Vía: 20minutos.es | Ánxel Grove
Los retratos de Tshi predecían una grieta interior. También era un elemento de alarma su predilección por los “ángeles del jazz”, como les llamaba, los músicos que no piensan, al contrario que los roqueros, en términos de melodías tarareables sino en oraciones circulares y confusas. Una de las grandes amigas del fotógrafo era Lhasa de Sela, la moderna chanteuse del dolor profundo, muerta en 2010 tras 21 meses de lucha sin victoria contra un cáncer de mama. Tshi la grabó en una marea de profundidad negra para un vídeo promocional en el que la cantante formulaba una advertencia: El camino es negro.

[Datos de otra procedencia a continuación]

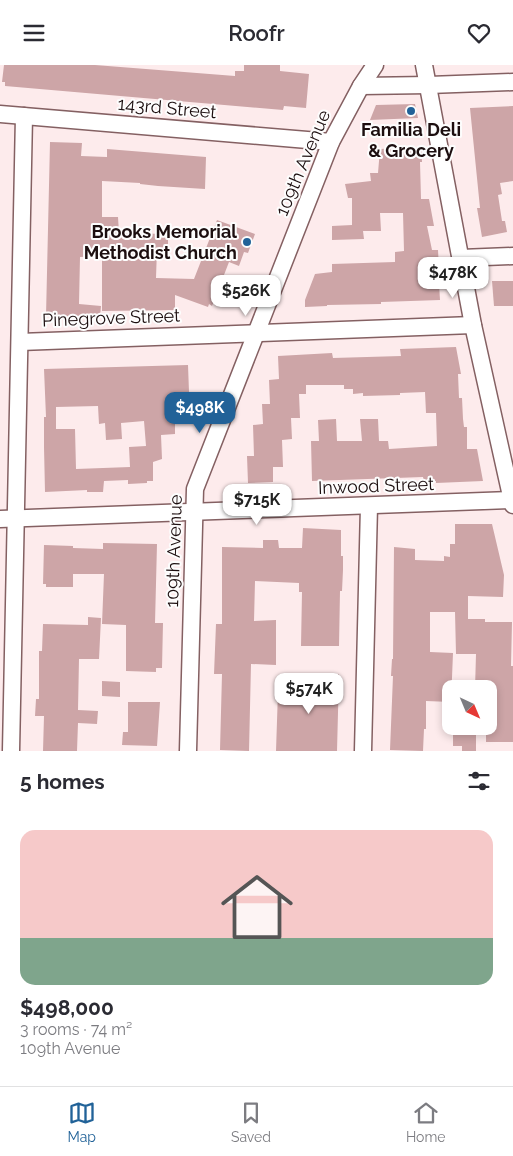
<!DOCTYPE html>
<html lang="en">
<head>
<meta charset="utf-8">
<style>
	body { margin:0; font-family:Raleway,sans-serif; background:#f7f7f7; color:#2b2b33; height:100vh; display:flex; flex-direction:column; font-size:19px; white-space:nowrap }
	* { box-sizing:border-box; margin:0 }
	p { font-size:16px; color:#7c7c81 }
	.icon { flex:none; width:28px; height:28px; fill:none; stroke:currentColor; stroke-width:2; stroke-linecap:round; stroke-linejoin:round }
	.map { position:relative; height:686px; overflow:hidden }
	.panel { display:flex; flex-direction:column; background:#fff; flex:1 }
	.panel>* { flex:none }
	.needle { width:32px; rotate:136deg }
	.buttons { position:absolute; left:442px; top:615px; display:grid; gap:10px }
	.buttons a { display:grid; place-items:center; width:55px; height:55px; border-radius:10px; background:#fff; box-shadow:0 2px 8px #0003; font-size:25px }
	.price { position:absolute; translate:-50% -42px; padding:0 11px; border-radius:10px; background:#fff; color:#222; font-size:16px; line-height:32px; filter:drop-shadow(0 1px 2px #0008) }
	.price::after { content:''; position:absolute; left:50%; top:30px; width:15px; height:11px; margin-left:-8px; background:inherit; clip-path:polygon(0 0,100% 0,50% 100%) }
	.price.current { background:#216298; color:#fff }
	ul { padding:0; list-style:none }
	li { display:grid; align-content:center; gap:10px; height:265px; padding:0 20px }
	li+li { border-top:1px solid #e1e1e2 }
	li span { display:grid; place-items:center; height:155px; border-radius:15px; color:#555 }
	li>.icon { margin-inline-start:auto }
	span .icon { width:90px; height:90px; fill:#fffc; stroke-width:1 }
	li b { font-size:21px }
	h2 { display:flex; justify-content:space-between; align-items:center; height:60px; padding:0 20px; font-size:21px }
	header { display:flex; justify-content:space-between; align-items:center; height:65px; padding:0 20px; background:#fff; font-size:22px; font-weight:600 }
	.tab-bar { display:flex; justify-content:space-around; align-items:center; height:70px; border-top:1px solid #e1e1e2; background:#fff; font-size:14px; color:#7c7c81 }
	.tab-bar a { display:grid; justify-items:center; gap:2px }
	.tab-bar .current { color:#216298 }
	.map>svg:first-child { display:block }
	.building { fill:#cda5a7; fill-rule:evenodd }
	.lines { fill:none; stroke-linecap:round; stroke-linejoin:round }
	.street-casing { stroke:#846062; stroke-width:19 }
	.street { stroke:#fff; stroke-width:16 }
	.poi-dot { fill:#216298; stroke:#fdfdfd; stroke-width:2 }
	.labels { text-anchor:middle; stroke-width:4; stroke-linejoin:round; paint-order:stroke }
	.street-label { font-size:18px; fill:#1c0e0f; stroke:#fdfdfd }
	.poi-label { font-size:18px; font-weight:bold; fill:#1c0e0f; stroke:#fdfdfd }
</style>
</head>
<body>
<header><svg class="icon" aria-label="menu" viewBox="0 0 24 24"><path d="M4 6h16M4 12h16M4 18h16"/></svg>Roofr<svg class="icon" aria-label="heart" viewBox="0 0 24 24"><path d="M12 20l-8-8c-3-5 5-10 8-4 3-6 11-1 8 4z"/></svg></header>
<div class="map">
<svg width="513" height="686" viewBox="0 0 513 686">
	<rect width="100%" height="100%" fill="#fdebec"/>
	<g class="building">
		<path d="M4,0H95L235,11V6H244V0H280V6L309,9L306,43L284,41L283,45L5,21V17H2Z"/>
		<path d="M415,39L418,53L370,55L376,40Z"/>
		<path d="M513,41V116L500,118L502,129L498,130L502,156H505L507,167L482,172L477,143H480L470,43Z"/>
		<path d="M50,77L82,78L81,91L107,92V84L206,92L205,124L158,121L140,119V118L102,116V152H118L119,168L168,169V184H157L156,213L194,214L217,155L255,169L248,188L244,187L239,201L229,197L212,241L209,239L208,242L175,230V245L102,246V191L80,192L79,239L101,241L100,252L46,251Z"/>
		<path d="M421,82L422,97H420L421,134H429L434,161H427L432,185H438L439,204H442L443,218L439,219L440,235L381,237V239L327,240V241L305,242V235L315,209L332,207V199L395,197V187L404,186L403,148H380L381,166H363L364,174L332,175V161L352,160V133H348L345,119L371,116L370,108H378L380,84Z"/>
		<path d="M492,216H513V241H494Z"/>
		<path d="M456,282L461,309H458L459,333H462L463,354L464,362H467V384H477L483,416L436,418V416L424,417L423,412L312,416L311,376H319L318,355L336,354L337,376H362L360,354H378L379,376H388L389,384L437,381L436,348H426L425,327L400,328V330L363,331V328L353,329V324H344V320H306V329H299L300,353H291L292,374L282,375L283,402H273V417L248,418L247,391H254L253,360L263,359L262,339H270L269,315L279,314L278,291L332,288L333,293L401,291L400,284Z"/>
		<path d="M188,300L190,354H175V369L161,370L162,394L153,397V416H147V418L128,419V415L104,416L103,427H87V425L45,427L44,382V352H46L44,304ZM98,341L99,359L105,358L106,375L122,374L121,358L144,356L146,381L129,382L130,402L76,404L75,364H56V342Z"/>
		<path d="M455,459H492L504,510L503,532L468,531V554H485V557H512L511,601H513V677H486V661H489V624H475L476,589H456L455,547H430V587L453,588L451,637L426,636V664H424L423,686L390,685L393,611H391L392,594H393L394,482L415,484V495L444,496V491L450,492V479H455Z"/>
		<path d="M303,463L341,465V491H343V505L342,526H340L339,581H301L302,527H299V518L255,516L254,556L276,555V600L251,599L249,686L220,685L222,609H214L216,559H222V482L263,483V475H278L279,483H302Z"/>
		<path d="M103,478L157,479L155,558H163L162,603H156V607L126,606V560L102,559L104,509H73V522H46V519H43L44,480L73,481V483L103,484Z"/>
		<path d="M88,552L101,553L99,594H79L78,645L98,646L97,659L78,658L77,686H43L44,651H35L36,634H39V586H42L43,559L88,560Z"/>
		<path d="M300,609H339L337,686H276L278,626H299Z"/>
		<path d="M102,616L120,617V632L102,631Z"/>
		<path d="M128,637H160L157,681L122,680L123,667H128Z"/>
		<path d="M453,668L476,669V686H462V681H453Z"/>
	</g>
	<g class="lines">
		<g class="street-casing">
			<g id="street">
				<path d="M424,0L473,260L513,440"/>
				<path d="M361,21L429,20L513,17"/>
				<path d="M0,49L331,77"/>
				<path d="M461,193L513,191"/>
				<path d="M20,277L473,260"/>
				<path d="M0,454L513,435"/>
				<path d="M11,686L24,51"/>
				<path d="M188,686L195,424L331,77L361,21L375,0"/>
				<path d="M363,686L369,441"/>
			</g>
		</g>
		<use href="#street" class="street"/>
	</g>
	<g class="poi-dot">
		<circle cx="411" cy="46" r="5"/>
		<circle cx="247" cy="177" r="5"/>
	</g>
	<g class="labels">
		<g class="street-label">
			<text transform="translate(167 43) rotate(5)" y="6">143rd Street</text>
			<text transform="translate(303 98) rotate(-67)" y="6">109th Avenue</text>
			<text transform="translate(111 253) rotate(-2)" y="6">Pinegrove Street</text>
			<text transform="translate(376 421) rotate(-2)" y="6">Inwood Street</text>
			<text transform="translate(174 486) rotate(-88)" y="6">109th Avenue</text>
		</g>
		<g class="poi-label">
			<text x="411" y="71">Familia Deli<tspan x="411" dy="21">&amp; Grocery</tspan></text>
			<text x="237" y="173" text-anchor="end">Brooks Memorial<tspan x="237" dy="21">Methodist Church</tspan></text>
		</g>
	</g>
</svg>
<div class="buttons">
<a><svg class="needle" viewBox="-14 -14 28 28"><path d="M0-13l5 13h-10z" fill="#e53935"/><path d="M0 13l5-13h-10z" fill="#7c7c81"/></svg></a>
</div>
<b class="price" style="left:453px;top:234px">$478K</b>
<b class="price" style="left:246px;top:252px">$526K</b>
<b class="price current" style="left:200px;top:369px">$498K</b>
<b class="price" style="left:257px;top:461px">$715K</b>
<b class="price" style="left:309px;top:650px">$574K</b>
</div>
<section class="panel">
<h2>5 homes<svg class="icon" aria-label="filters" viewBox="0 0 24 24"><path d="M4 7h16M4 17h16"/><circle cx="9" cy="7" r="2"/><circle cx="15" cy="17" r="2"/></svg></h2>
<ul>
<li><span style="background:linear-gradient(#f6c9c9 70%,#7fa58c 0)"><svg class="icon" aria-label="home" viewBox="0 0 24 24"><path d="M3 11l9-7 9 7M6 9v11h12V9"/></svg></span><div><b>$498,000</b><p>3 rooms · 74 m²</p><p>109th Avenue</p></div></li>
</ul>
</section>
<nav class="tab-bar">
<a class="current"><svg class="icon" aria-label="map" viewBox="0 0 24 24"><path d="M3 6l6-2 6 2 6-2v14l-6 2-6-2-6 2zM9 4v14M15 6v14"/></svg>Map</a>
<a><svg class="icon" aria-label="saved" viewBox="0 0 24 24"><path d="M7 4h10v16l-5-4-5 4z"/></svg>Saved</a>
<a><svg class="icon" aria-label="home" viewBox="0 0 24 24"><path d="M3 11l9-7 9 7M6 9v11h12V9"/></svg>Home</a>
</nav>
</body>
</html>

Tshi acaba de morir. Encontraron el cadáver en la casa en la que habitaba su madre, en La Rochelle (Francia). Ella había muerto en 2011 y el hijo, para cuidarla, lo había dejado todo, incluso la fotografía que tanto necesitaba para no rondar el camino negro sobre el que advertía Lhasa. Desde que falleció la madre Tshi había resbalado por la grasa vieja de la tristeza y estaba tan deprimido que no era capaz de salir a la calle. Pensar que no han trascendido los resultados de la autopsia del cadáver del fotógrafo conduce a la esterilidad. Todo parece indicar que Tshi murió por su propia mano o, en una forma de hablar más cercana al jazz o a las torch songs que tanto le gustaban, se dejó morir.
Se llamaba Éric-Charles Simonneau y había nacido y sido un niño en Mohammedia, la antigua Fdala (“la favorable a Dios”), en la costa atlántica marroquí, pero nunca firmó una sola foto con el nombre que mostraban los papeles, ni tampoco asistió a ninguna clase donde tuviesen la insana pretensión de enseñar fotografía, una manera, como el jazz, de tontear con lo infinito, de jugar a ser rey de tu propio imperio. Se licenció en Filosofía, viajó por el mundo para entender que ninguna filosofía lo contiene ni lo explica, y se estableció en Quebec, en el Canadá francófono.
Hizo fotos con el hambre de quien hace fotos para no dar dentelladas al prójimo. Era integrista y primario. Solamente dos cámaras: una réflex de 135 y una destartalada Hasselblad que pedía a gritos un viaje final a la chatarrería. Siempre película química, nada de e-gadgets para incapaces. ¿Técnica? La distancia focal más corta —mientras de lejos, miras, de cerca ves— y la invasión del espacio personal del retratado. Sospecho no se quitaba el cigarrillo de los labios porque quería zarandear con el humo a sus víctimas, cegarlas y decirles con las intoxicantes volutas: “¡Quiero verte sin el antifaz, saber de qué eres capaz!”.
Desde 2001 fue uno de los fotógrafos de la gran agencia VU. Ganó algunos premios, colaboró sin ánimo de lucro, por puro peregrinaje espiritual, en la organización de muchas ediciones del Festival de Jazz de Quebec e hizo fotos de una larga nómina de notables (Oscar Peterson, Dee Dee Bridgewater, Diana Krall, Jimmy Scott, Leonard Cohen…). En su página web, en la que todavía no consta la muerte, hay ejemplos de su trabajo en conciertos en directo, tan contrastado e instintivo como los retratos.
La agencia del fotógrafo muerto anuncia un libro que compendia su obra. Creo que a Tshi, que sólo soportó este mundo durante 48 años, no le disgustaría que tres versos de Lhasa de Sela sean labrados como título: Voy montada en la marea alta / La cabeza está llena / Pero el corazón no es suficiente.